The area, apparently, was well known for radio interference caused by a bombardment of Bluetooth devices all trying to communicate.
So, Healey hadn’t been hacked – his skateboard had just suffered an (accidental) denial-of-service attack. But his interest, and that of his fellow researcher Mike Ryan, had been piqued.
The two came up with an exploit they dubbed “Faceplant” – interrupting the Bluetooth Low Energy connection between the board and its handheld remote control, and then hijacking control to change direction, alter the speed or disable the brakes:
Because the Bluetooth communication is not encrypted or authenticated, a nearby attacker can easily insert himself between the remote and the app, forcing the board to connect to his laptop. Once he achieves this, he can stop the skateboard abruptly, ejecting the rider, send a malicious exploit that causes the wheels to suddenly alter direction and go in reverse at top speed, or disable the brakes. An attacker can also simply jam the communication between the remote and the board while a driver is on a steep hill, causing the brakes to disengage.
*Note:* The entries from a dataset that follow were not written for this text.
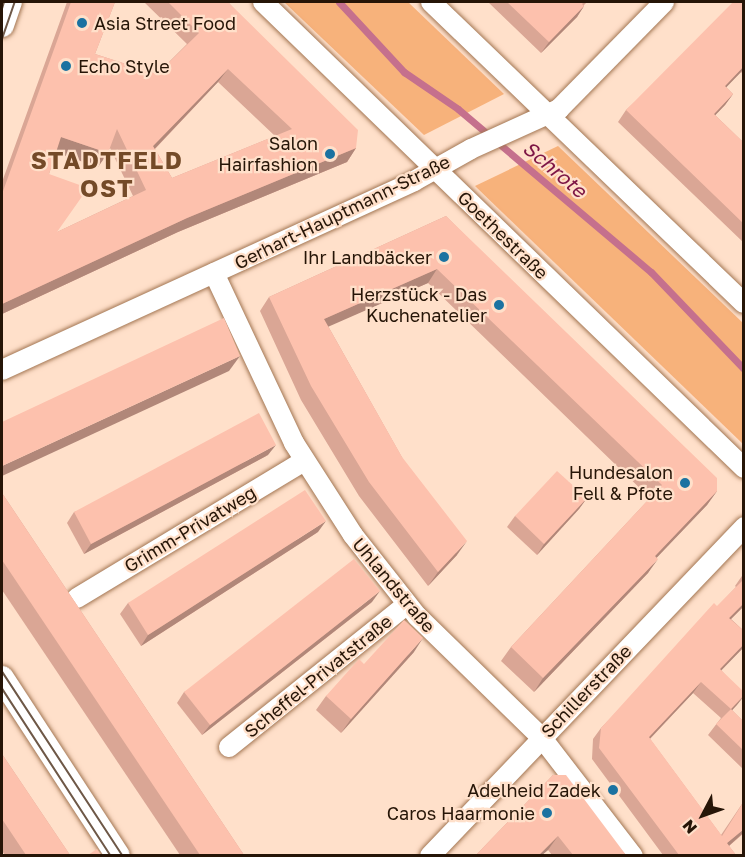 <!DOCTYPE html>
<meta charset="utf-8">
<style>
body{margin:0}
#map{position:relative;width:745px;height:857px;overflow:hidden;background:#ffe0ca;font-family:"Golos Text",sans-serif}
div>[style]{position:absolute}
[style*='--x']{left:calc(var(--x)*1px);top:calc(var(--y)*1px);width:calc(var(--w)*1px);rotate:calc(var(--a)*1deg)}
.green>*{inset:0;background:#f7b27b}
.stream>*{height:7px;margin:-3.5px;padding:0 3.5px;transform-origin:3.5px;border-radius:3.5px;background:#c5708d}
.roads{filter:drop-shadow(0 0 2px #a37653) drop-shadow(0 0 2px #a37653)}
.minor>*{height:20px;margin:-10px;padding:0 10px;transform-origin:10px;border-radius:10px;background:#fff}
.tertiary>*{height:24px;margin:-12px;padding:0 12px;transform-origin:12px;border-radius:12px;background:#fff}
.tram>*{height:1.5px;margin:-0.75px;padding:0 0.75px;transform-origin:0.75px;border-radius:0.75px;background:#6e5847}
.wall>*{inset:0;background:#daa695}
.shaded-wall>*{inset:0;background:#b18779}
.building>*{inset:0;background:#fdc1ad}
.dots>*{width:16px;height:16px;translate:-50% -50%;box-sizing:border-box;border:3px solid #ffe0ca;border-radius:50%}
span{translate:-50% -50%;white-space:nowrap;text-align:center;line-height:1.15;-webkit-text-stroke:4.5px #ffe0ca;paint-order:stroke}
.poi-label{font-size:18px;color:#261507}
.left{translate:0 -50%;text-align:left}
.right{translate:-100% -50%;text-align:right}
.street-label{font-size:18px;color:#261507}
.water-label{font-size:20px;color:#7e1645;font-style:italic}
.district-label{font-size:24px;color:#744a28;font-weight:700;letter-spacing:1.5px}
.frame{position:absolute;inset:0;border:3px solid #261507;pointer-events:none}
.north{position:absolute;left:673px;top:785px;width:60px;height:60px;-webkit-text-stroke:4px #ffe0ca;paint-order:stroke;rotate:229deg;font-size:16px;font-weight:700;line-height:24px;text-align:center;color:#261507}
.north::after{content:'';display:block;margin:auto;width:21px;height:27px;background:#261507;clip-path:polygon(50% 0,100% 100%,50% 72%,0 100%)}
</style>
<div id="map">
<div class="green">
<div style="clip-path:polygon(284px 2px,408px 2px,504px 94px,424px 135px)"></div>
<div style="clip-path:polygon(558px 146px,743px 323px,743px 444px,475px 186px)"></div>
</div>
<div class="stream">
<div style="--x:339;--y:2;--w:96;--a:47.1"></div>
<div style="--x:404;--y:72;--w:65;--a:34.4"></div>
<div style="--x:458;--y:109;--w:253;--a:40.2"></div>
<div style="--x:651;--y:272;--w:134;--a:46.2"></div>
</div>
<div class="roads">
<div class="minor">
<div style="--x:263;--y:2;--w:670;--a:44.09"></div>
<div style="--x:431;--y:2;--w:434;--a:43.9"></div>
<div style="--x:214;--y:273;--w:188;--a:64.8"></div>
<div style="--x:294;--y:443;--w:109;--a:57.3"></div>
<div style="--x:353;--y:535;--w:103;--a:51.7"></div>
<div style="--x:417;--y:616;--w:175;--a:44.3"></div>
<div style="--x:542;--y:738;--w:149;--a:52.4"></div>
<div style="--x:2;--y:370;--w:453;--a:-24.6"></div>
<div style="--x:414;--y:181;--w:65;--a:-29.3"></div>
<div style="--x:471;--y:149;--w:97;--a:-24.4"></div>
<div style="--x:559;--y:109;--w:150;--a:-45.5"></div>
<div style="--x:77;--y:598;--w:265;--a:-31.1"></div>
<div style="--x:229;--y:747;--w:227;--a:-38.7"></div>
<div style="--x:430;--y:856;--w:455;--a:-46.3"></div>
</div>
<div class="tertiary">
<div style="--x:2;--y:25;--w:24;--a:-71"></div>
<div style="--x:2;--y:678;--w:212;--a:56.9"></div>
</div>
</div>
<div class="tram">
<div style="--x:2;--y:9;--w:7;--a:-74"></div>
<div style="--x:2;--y:39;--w:39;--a:-71"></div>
<div style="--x:2;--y:671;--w:221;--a:56.8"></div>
<div style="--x:2;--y:688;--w:200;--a:57"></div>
</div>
<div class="wall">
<div style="clip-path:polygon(evenodd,67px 2px,115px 2px,95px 54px,157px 74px,187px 44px,144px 2px,228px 2px,356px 148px,347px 162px,178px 232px,2px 314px,2px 182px,67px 2px,218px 82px,275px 136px,172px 178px,155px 149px,218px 82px,67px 2px,110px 148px,133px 196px,57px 232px,49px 174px,56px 153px,98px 167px,110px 148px)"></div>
<div style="clip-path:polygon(488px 2px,587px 2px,584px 5px,584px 6px,577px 17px,541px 53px)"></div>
<div style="clip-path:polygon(744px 2px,744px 75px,741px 72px,726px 87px,733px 94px,725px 105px,715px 115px,744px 143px,744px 243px,618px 122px,626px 110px)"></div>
<div style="clip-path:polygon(446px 216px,717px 491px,707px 505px,657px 557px,648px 573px,534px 692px,501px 661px,511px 647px,650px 498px,428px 283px,328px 326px,457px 555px,428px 586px,359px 496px,301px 400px,260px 311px,269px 297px)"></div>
<div style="clip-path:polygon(268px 455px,84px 554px,67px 523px,74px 512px)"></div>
<div style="clip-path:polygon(2px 493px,244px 855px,180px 855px,2px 590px)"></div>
<div style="clip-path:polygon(587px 498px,579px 509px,537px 555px,507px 527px,515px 516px)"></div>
<div style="clip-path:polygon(318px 532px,141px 646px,120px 614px,128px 603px)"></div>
<div style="clip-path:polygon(744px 573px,744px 606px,731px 619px,744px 631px,744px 647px,721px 670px,744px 696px,732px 710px,744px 722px,744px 770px,708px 735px,721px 718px,693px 693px,650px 739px,721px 835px,744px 801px,744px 833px,729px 846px,736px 855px,663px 855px,592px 759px,593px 739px,601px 728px,736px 587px,735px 586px)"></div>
<div style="clip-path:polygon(372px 602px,202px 735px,177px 703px,184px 692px)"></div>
<div style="clip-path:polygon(414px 652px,341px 733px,316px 710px,326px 696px)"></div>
<div style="clip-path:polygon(2px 754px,70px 855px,5px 855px,2px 851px)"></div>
<div style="clip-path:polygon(553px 775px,626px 855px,552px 855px,548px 850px,542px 855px,476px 855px)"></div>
</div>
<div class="shaded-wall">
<div style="clip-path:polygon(584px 6px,577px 17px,541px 53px,549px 42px)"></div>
<div style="clip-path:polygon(744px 66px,744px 68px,741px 72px,717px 97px,725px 86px)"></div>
<div style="clip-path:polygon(228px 69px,218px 82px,144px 160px,153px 146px)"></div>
<div style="clip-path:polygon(733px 94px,725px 105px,706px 125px,714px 114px)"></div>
<div style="clip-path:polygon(61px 137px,108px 153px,98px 167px,52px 151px)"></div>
<div style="clip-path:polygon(356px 148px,347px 162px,178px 232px,2px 314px,2px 304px,187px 218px)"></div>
<div style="clip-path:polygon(437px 269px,428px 283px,314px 333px,324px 319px)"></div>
<div style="clip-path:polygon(240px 356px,229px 371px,2px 476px,2px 466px)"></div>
<div style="clip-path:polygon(276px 445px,268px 455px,84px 554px,91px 544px)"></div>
<div style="clip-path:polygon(717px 491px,707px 505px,645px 570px,655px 556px)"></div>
<div style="clip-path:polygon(587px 498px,579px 509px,537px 555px,544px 544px)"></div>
<div style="clip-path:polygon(326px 521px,318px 532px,141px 646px,148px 635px)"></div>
<div style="clip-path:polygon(467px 541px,457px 555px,428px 586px,438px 572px)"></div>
<div style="clip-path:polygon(658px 559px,648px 573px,534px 692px,543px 678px)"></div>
<div style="clip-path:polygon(380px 591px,372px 602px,202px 735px,210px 725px)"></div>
<div style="clip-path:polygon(744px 603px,744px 606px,721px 629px,729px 618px)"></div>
<div style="clip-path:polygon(423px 638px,414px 652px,341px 733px,351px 719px)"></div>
<div style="clip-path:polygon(744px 644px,744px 647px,712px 680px,720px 669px)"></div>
<div style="clip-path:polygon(701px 682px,693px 693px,641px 748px,649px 737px)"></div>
<div style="clip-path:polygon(744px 696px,737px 705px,723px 720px,731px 709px)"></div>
<div style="clip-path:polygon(744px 829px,743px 833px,720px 854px,727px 843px)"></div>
<div style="clip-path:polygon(558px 836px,548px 850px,542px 855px,539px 855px)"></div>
</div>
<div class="building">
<div style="clip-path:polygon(evenodd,71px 2px,115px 2px,95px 54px,157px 74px,199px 33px,168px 2px,228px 2px,358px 130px,356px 148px,187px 218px,2px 304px,2px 194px,71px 2px,228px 69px,292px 129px,172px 178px,153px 146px,228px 69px,71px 2px,117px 129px,146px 190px,57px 232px,88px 188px,49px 174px,61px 137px,108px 153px,117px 129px)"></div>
<div style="clip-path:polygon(507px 2px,584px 2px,582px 4px,584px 6px,549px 42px)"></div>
<div style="clip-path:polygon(733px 2px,744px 2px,744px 66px,725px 86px,733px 94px,714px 114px,744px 143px,744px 224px,626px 110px)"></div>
<div style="clip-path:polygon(446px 216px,717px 478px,717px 491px,655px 556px,658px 559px,543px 678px,511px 647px,662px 485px,437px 269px,324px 319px,402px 457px,467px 541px,438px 572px,369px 482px,311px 386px,269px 297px)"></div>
<div style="clip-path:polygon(224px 318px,240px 356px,2px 466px,2px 422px)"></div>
<div style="clip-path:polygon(259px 413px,276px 445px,91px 544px,74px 512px)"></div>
<div style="clip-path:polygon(557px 471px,587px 498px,544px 544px,515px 516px)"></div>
<div style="clip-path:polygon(305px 490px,326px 521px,148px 635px,128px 603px)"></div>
<div style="clip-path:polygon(2px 493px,244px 855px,200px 855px,2px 560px)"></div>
<div style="clip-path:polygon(354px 559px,380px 591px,210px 725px,184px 692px)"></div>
<div style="clip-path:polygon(744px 579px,744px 603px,729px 618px,744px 631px,744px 644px,720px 669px,744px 692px,744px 695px,731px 709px,701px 682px,649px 737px,722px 836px,744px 801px,744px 829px,727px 843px,736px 855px,679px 855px,599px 748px,601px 728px,714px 603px,717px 606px)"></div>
<div style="clip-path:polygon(404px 620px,423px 638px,351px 719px,326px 696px,359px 659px,364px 664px)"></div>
<div style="clip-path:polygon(731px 709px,744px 722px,744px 751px,716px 724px)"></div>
<div style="clip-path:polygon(2px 754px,70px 855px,26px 855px,2px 819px)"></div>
<div style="clip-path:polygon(553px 775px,566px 775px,626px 855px,573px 855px,558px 836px,539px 855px,476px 855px)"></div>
<div style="clip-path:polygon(97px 849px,101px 855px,88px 855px)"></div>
</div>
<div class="dots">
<div style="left:82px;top:23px;background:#1b72a1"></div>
<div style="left:66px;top:66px;background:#1b72a1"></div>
<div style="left:330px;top:154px;background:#1b72a1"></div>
<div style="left:444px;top:257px;background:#1b72a1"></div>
<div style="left:499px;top:305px;background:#1b72a1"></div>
<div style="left:685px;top:483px;background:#1b72a1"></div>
<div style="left:613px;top:790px;background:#1b72a1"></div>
<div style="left:547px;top:813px;background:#1b72a1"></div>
</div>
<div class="poi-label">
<span class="left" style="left:94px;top:23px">Asia Street Food</span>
<span class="left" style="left:78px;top:66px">Echo Style</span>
<span class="right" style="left:318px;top:154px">Salon<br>Hairfashion</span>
<span class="right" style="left:432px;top:257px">Ihr Landbäcker</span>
<span class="right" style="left:487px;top:305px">Herzstück - Das<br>Kuchenatelier</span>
<span class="right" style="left:673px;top:483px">Hundesalon<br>Fell &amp; Pfote</span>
<span class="right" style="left:601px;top:790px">Adelheid Zadek</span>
<span class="right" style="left:535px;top:813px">Caros Haarmonie</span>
</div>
<div class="street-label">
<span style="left:342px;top:212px;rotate:-26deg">Gerhart-Hauptmann-Straße</span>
<span style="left:503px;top:235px;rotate:44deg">Goethestraße</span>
<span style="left:190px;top:529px;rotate:-31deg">Grimm-Privatweg</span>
<span style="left:394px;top:585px;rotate:50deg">Uhlandstraße</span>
<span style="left:318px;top:676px;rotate:-39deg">Scheffel-Privatstraße</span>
<span style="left:586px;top:691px;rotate:-46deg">Schillerstraße</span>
</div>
<div class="water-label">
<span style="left:555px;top:169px;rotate:40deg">Schrote</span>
</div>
<div class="district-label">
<span style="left:107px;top:174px">STADTFELD<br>OST</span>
</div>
<div class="frame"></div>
<div class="north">N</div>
</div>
The exploit is demonstrated in the following YouTube video:
So far, the researchers have found a way of exploiting a vulnerability in the Boosted electronic skateboard, which sells for an eye-watering $1500, as well as a board made by Revo. A further exploit named “Road Rash” is in the works for the Chinese manufactured E-Go board.
It appears that the electronic skateboard manufacturers have failed to properly secure the communications between the boards and the handheld controllers – with no encryption or authentication being used.
So, if you aren’t a skateboarder should be concerned about this?
Well, aside from the risk that you might be a passer-by or motorist who is hit by a tumbling skateboarder, there *are* other reasons to be concerned.
Because news of this skateboard hack is just the latest in a long line of hacks that are increasingly highlighting the weakness of the Internet of Things.
How many other manufacturers are rushing to connect their devices up to the internet, with little care or thought to the possible security implications?